▸ **PROBLEM TO SOLVE**: The stretch from the line with "position:absolute; left:1398px; top:766px;" through the line with "display:flex; align-items:center; justify-content:space-between;" in the records below: write it out exactly, and nothing else.
□ □ □
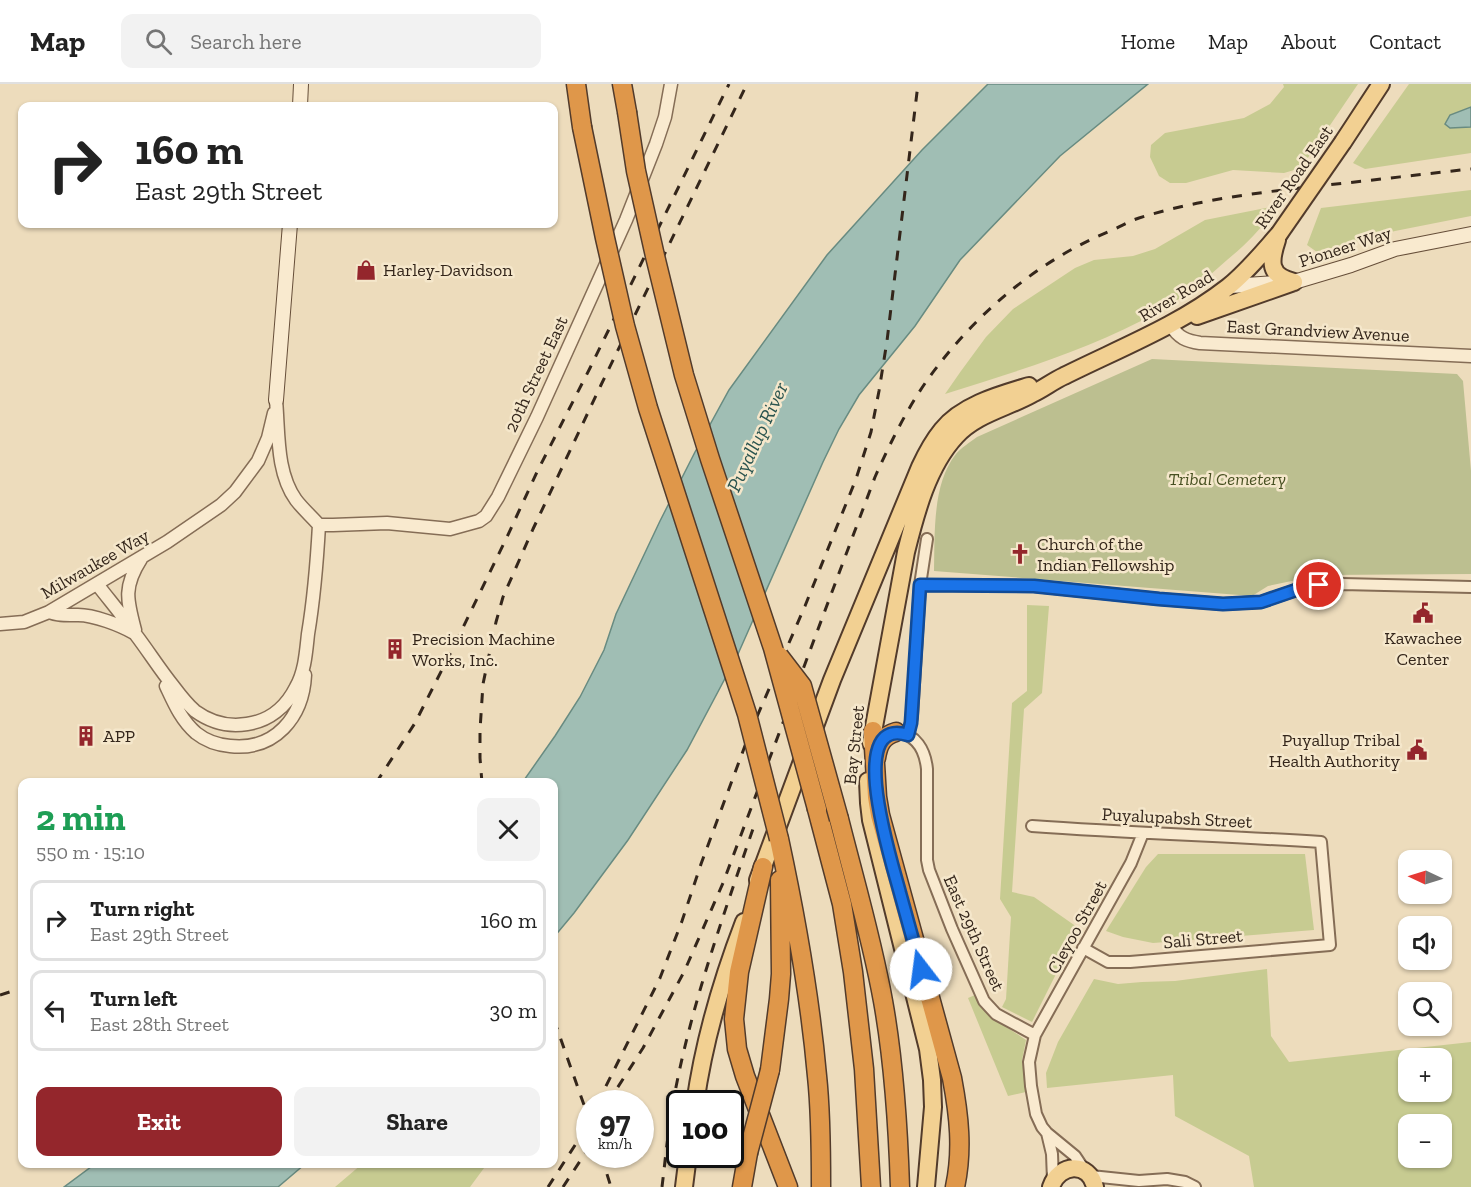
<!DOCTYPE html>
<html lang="en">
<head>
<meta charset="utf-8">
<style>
  :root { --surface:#fff; --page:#f2f2f2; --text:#222; --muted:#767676; --line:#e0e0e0; --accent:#94262c }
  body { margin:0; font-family:"Zilla Slab",serif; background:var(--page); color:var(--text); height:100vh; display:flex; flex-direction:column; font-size:22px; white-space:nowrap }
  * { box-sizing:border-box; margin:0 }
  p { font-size:20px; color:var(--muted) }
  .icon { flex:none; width:33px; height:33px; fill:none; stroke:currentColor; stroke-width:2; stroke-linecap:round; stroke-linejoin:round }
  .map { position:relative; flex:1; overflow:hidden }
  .sheet { position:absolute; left:18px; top:694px; width:540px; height:390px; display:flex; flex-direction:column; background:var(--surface); border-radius:12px; box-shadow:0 2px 4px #0004 }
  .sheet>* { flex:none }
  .guide { position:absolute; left:18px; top:18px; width:540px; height:126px; border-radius:12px; box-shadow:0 2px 4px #0004; background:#fff; color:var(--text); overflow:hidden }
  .needle { width:39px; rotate:274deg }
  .fabs { position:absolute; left:1398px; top:766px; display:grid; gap:12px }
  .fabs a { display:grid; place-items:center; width:54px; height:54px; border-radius:12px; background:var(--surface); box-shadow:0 2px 4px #0004; font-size:30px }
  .speed { position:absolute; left:576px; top:1006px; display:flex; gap:12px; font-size:30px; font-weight:700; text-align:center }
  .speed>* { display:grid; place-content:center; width:78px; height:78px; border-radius:50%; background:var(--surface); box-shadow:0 2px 4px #0004; line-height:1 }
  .speed small { font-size:15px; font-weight:400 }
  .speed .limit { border:3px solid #111; border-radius:9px; background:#fff; color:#111 }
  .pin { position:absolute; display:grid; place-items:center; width:51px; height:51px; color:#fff; margin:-26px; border:3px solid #fff; border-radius:50%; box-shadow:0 2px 6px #0007 }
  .me { position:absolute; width:66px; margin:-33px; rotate:345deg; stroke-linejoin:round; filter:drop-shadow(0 0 4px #0008) }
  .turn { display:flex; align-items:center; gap:21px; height:126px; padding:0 18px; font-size:27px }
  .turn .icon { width:78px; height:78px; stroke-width:2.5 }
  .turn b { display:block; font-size:42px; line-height:51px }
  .round { display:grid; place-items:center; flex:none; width:63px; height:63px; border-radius:12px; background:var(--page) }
  .head { display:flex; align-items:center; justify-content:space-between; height:102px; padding:0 18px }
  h1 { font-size:36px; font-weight:700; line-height:45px; color:#1e9e55 }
  .action { display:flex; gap:12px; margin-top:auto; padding:12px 18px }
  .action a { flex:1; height:69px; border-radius:12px; background:var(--accent); color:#fff; font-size:24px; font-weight:700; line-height:69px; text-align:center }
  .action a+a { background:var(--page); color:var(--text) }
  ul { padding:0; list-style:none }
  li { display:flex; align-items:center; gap:18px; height:81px; margin:0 12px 9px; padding:0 6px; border:3px solid var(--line); border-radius:12px }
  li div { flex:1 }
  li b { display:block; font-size:22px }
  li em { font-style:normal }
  header { display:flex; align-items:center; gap:36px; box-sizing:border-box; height:84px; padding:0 30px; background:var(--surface); border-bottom:2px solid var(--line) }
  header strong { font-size:28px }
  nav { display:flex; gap:33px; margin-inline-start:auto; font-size:21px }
  .search { width:420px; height:54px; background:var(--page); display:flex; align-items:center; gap:15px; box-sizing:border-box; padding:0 21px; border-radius:12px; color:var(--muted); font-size:22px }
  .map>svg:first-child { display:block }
</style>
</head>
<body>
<header>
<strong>Map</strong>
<div class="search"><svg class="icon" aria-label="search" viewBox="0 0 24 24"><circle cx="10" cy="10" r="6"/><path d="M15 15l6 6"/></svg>Search here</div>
<nav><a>Home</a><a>Map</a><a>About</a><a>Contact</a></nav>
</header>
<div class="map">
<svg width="1471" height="1103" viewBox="0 0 1471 1103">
  <rect width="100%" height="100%" fill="#eddcbc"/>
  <!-- green -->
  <path fill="#c7cb91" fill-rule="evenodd" d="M1283 0H1358L1301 84 1284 89 1233 86 1186 99H1170L1159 92 1150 73 1151 61 1165 49 1244 34 1270 20 1284 3Z
    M1409 0H1471V23L1450 31V44L1471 43V69L1365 85 1353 79Z
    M1471 106V132L1395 147 1317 168 1307 161 1321 124Z
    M1276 122C1263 144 1246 160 1227 176 1206 195 1183 214 1158 228 1091 265 1018 287 945 310L961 287 986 253 1013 225 1075 184 1094 176 1133 172 1155 165 1205 136Z
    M1027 521 1049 522 1042 609 1024 625 1012 808 1034 813 1077 843V848L1032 938 1002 923 1006 915 1011 833 1000 815 1012 619 1027 607Z
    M1158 770H1305L1314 846 1153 859 1123 853 1106 847 1146 783Z
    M1267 885 1271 952 1289 978 1471 958V1103H1254L1249 1072 1175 1032 1173 991 1047 1004 1046 989 1058 958 1094 895 1118 900 1142 898 1175 897ZM1408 975H1442V1008H1408ZM1408 1041H1442V1074H1408Z
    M975 911 990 932 1026 956 1022 976 1026 1008 1008 1012 968 914Z
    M362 1080H487L470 1103H335Z"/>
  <!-- cemetery -->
  <path fill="#bcbf90" d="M1152 275 1457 290 1463 297 1471 387V490L1324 491 1311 493 1268 502 1252 512 934 487C935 450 932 400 956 370 961 364 970 358 977 353Z"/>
  <!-- water -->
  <path fill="#a0beb4" stroke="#688b81" stroke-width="1.5" d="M988 0H1148L1060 72 960 176 915 242 859 311 839 345 823 378 738 570 687 666 628 756 574 829 554 853V699H522L555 652 580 613 604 566 616 530 660 437 695 368 729 306 827 171 922 66Z
    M1471 23V43L1450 44 1445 40 1450 31Z
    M95 1080H305L278 1103H64Z"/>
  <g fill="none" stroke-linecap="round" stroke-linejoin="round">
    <!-- minor casing -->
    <g stroke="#856d56" stroke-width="14">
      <path id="minor" d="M920 501 1034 502 1159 515 1223 520 1261 518 1302 504 1319 501 1342 500 1471 503
        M896 648C916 650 925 666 927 685V776L929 786 952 845 984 917 996 930 1035 951
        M908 651 912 633 920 501 927 455
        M1032 742C1128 749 1225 752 1321 758L1330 861 1130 878H1108L1083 864
        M1047 1049 1052 1070 1053 1096
        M1085 1087 1075 1072 1047 1049 1042 1043 1036 1030 1031 1002 1029 978 1035 951 1131 779 1143 749
        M1091 1092 1139 1097 1167 1095 1185 1098 1195 1103"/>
    </g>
    <!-- tertiary casing -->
    <g stroke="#856d56" stroke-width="15">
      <path id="tertiary" d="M1171 241C1178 254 1187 257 1200 259L1471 272
        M319 441H333L387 439 450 445 479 437 486 432 498 413 537 333 626 136 656 60 665 33 671 0
        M97 500C110 517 124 533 136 551 149 568 160 586 174 603 180 611 187 620 195 627 210 638 228 643 247 640 269 637 286 623 296 603 305 587 306 568 308 550 314 514 317 477 319 441 311 432 303 425 296 416 276 388 279 349 276 316
        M49 528C59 532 67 531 78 531 94 531 120 541 134 549
        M0 540 24 538 49 528 167 458 221 421 235 408 258 377 268 354 274 329
        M135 546C127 516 123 503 141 475
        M166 602C174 619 181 636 196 649 206 657 218 661 230 662 275 667 303 633 305 591"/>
    </g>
    <!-- secondary casing -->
    <g stroke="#664e39" stroke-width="16">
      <path id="secondary" d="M300 22 301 0
        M1230 202 1294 198 1351 181 1395 165 1471 150
        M276 316 290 140"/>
    </g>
    <!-- primary casing -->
    <g stroke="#523b2b" stroke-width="20">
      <path id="primary" d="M1343 58 1381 0
        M1277 156C1270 177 1268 192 1294 198
        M1197 232 1294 198
        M871 659 906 468C916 428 928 382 956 352 976 330 1007 324 1032 310 1043 305 1053 297 1064 292 1120 264 1178 242 1228 203 1247 188 1263 168 1279 150
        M868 697 869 719 871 736 928 965 932 996 933 1023 926 1103
        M758 796 832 596 920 383C926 370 933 357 942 346 962 321 999 311 1029 302
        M695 1020C704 956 721 898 744 838
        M684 1103 688 1071
        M1051 1103C1059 1079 1089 1077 1095 1103"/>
    </g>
    <!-- motorway casing -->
    <g stroke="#523b2b" stroke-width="21">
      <path id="motorway" d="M576 0 582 43
        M622 0 627 28
        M873 647 877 713 880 731 952 994C959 1031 963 1066 955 1103
        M876 674C878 661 882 652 896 648
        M817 725 842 820 853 888 864 985 871 1103
        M839 735C854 795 872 855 883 917 894 978 898 1041 900 1103
        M779 755C796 834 810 913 817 992 821 1029 821 1066 821 1103
        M763 783 739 888 734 935 737 965 745 992 788 1103
        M770 986 779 915 781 890 780 796
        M742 1103 748 1069"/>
    </g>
    <!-- minor -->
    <use href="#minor" stroke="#f9eacf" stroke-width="10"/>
    <!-- tertiary -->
    <use href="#tertiary" stroke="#f9eacf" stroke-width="12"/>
    <!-- secondary -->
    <use href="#secondary" stroke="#f9eacf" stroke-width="14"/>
    <!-- primary -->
    <use href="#primary" stroke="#f2d092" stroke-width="16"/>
    <!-- motorway -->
    <use href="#motorway" stroke="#df974a" stroke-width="18"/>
    <!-- rail -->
    <path stroke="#34261b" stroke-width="3" stroke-dasharray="10 10" stroke-linecap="butt" d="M376 699 415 639 453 564 507 453 537 388 590 284 729 0
      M482 699 480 674V646L483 600 496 538 503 513 533 445 601 301 747 0
      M0 911 22 904
      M554 936 590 1038
      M597 1020 660 894 682 837 701 780 749 651 805 522 856 395 871 348 879 307 887 257 918 0
      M607 1020 643 964 684 888 723 799 875 393C892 355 911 316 937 283 982 224 1042 175 1110 147 1120 143 1129 137 1139 134 1200 115 1263 108 1327 101 1375 96 1423 90 1471 85
      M601 1071 611 1103
      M548 1103 590 1038
      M563 1103 590 1062
      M662 1103C666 1070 669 1036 676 1003 694 912 726 824 756 736"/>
    <!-- primary-bridge casing -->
    <g stroke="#523b2b" stroke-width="20" stroke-linecap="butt">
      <path id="primary-bridge" d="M1279 150 1343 58"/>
    </g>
    <!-- motorway-bridge casing -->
    <g stroke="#523b2b" stroke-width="21" stroke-linecap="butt">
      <path id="motorway-bridge" d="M627 28 636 87 655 172 684 291 710 375 773 564 817 725
        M582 43 605 154 625 242 648 324 747 630 779 755
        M779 572 802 602 839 735
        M748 1069 770 986"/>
    </g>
    <!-- primary-bridge -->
    <use href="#primary-bridge" stroke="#f2d092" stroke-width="16"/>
    <!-- motorway-bridge -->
    <use href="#motorway-bridge" stroke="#df974a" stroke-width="18"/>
  </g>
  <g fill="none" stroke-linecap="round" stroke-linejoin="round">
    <!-- route casing -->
    <g stroke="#114b97" stroke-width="15">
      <path id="route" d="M921 885C914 860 907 834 900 809 894 785 843 630 908 651L911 639 920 501 1034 502 1159 515 1223 520 1261 518 1302 504 1319 501"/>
    </g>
    <!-- route -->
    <use href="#route" stroke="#1a73e8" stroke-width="10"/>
  </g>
  <!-- icons -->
  <defs>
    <g id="shop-bare" transform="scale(1.62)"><path d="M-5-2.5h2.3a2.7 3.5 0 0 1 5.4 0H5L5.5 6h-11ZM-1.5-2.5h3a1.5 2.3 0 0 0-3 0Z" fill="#94262c" stroke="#f5e7cb" stroke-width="2.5" paint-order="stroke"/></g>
    <g id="church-bare" transform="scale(1.62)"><path d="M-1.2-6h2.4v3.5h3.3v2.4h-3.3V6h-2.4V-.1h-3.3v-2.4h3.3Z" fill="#94262c" stroke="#f5e7cb" stroke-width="2.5" paint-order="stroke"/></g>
    <g id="civic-bare" transform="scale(1.62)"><path d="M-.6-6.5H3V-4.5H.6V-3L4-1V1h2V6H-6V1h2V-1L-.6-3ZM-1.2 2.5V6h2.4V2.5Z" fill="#94262c" stroke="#f5e7cb" stroke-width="2.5" paint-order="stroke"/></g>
    <g id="building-bare" transform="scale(1.62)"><path d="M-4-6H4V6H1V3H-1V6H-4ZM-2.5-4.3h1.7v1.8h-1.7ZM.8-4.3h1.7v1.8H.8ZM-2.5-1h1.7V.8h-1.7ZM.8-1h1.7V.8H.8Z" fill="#94262c" stroke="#f5e7cb" stroke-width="2.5" paint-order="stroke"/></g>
  </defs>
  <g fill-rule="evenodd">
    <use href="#shop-bare" x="366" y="186"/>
    <use href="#church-bare" x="1020" y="470"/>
    <use href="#civic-bare" x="1423" y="529"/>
    <use href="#building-bare" x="395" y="565"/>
    <use href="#building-bare" x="86" y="652"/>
    <use href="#civic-bare" x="1417" y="666"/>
  </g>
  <g text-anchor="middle" stroke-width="5" stroke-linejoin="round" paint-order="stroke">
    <!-- street labels -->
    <g font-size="18" fill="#34261b" stroke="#f5e7cb">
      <text transform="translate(1294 93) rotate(-55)" y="6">River Road East</text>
      <text transform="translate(1345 163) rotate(-18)" y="6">Pioneer Way</text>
      <text transform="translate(1176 212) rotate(-31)" y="6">River Road</text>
      <text transform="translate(1318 247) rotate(3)" y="6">East Grandview Avenue</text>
      <text transform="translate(536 290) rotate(-65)" y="6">20th Street East</text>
      <text transform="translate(95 480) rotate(-30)" y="6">Milwaukee Way</text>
      <text transform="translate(854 661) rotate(-84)" y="6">Bay Street</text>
      <text transform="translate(1177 734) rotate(3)" y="6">Puyalupabsh Street</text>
      <text transform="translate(1077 843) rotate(-61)" y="6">Cleyoo Street</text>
      <text transform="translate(974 849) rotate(66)" y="6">East 29th Street</text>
      <text transform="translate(1203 855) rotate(-5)" y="6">Sali Street</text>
    </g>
    <!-- poi labels -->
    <g font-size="18" fill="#34261b" stroke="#f5e7cb" text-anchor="start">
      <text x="383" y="192">Harley-Davidson</text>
      <text x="1037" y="466">Church of the<tspan x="1037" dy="21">Indian Fellowship</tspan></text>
      <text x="1423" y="560" text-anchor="middle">Kawachee<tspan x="1423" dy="21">Center</tspan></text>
      <text x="412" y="561">Precision Machine<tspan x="412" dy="21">Works, Inc.</tspan></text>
      <text x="103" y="658">APP</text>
      <text x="1400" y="662" text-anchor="end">Puyallup Tribal<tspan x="1400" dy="21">Health Authority</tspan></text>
    </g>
    <!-- park labels -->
    <g font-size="18" font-style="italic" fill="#475021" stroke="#f5e7cb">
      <text x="1227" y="401">Tribal Cemetery</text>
    </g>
    <!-- water labels -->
    <g font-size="20" font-style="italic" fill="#2a544f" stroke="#f5e7cb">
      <text transform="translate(757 353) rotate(-65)" y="7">Puyallup River</text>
    </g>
  </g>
</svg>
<div class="fabs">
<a><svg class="needle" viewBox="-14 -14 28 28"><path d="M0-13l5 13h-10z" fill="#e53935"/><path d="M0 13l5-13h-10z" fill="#767676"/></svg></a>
<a><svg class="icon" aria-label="sound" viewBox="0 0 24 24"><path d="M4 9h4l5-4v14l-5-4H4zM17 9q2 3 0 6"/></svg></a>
<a><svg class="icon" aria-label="search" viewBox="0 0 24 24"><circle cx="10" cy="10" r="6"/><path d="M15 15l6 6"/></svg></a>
<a>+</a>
<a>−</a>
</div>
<div class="speed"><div>97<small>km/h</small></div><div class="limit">100</div></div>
<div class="pin" style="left:1319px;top:501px;background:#d93025"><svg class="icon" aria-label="arrive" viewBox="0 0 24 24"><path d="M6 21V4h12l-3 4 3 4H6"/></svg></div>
<svg class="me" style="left:921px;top:885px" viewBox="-20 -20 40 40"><circle r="19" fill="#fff"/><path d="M0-13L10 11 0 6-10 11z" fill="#1a73e8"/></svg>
<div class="guide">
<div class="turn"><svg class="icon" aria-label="right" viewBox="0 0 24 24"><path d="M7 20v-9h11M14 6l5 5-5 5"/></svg><div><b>160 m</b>East 29th Street</div></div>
</div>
<section class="sheet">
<div class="head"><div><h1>2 min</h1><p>550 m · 15:10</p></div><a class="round"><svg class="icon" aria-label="close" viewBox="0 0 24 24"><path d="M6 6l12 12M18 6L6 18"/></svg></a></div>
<ul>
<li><svg class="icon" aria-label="right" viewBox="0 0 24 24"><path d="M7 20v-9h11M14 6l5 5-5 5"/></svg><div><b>Turn right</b><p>East 29th Street</p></div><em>160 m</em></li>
<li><svg class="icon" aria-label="left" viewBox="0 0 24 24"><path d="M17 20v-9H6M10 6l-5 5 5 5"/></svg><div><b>Turn left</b><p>East 28th Street</p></div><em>30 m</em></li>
</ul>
<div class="action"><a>Exit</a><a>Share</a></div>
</section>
</div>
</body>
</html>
□ □ □
▸ **ANSWER BOX**:
  .fabs { position:absolute; left:1398px; top:766px; display:grid; gap:12px }
  .fabs a { display:grid; place-items:center; width:54px; height:54px; border-radius:12px; background:var(--surface); box-shadow:0 2px 4px #0004; font-size:30px }
  .speed { position:absolute; left:576px; top:1006px; display:flex; gap:12px; font-size:30px; font-weight:700; text-align:center }
  .speed>* { display:grid; place-content:center; width:78px; height:78px; border-radius:50%; background:var(--surface); box-shadow:0 2px 4px #0004; line-height:1 }
  .speed small { font-size:15px; font-weight:400 }
  .speed .limit { border:3px solid #111; border-radius:9px; background:#fff; color:#111 }
  .pin { position:absolute; display:grid; place-items:center; width:51px; height:51px; color:#fff; margin:-26px; border:3px solid #fff; border-radius:50%; box-shadow:0 2px 6px #0007 }
  .me { position:absolute; width:66px; margin:-33px; rotate:345deg; stroke-linejoin:round; filter:drop-shadow(0 0 4px #0008) }
  .turn { display:flex; align-items:center; gap:21px; height:126px; padding:0 18px; font-size:27px }
  .turn .icon { width:78px; height:78px; stroke-width:2.5 }
  .turn b { display:block; font-size:42px; line-height:51px }
  .round { display:grid; place-items:center; flex:none; width:63px; height:63px; border-radius:12px; background:var(--page) }
  .head { display:flex; align-items:center; justify-content:space-between; height:102px; padding:0 18px }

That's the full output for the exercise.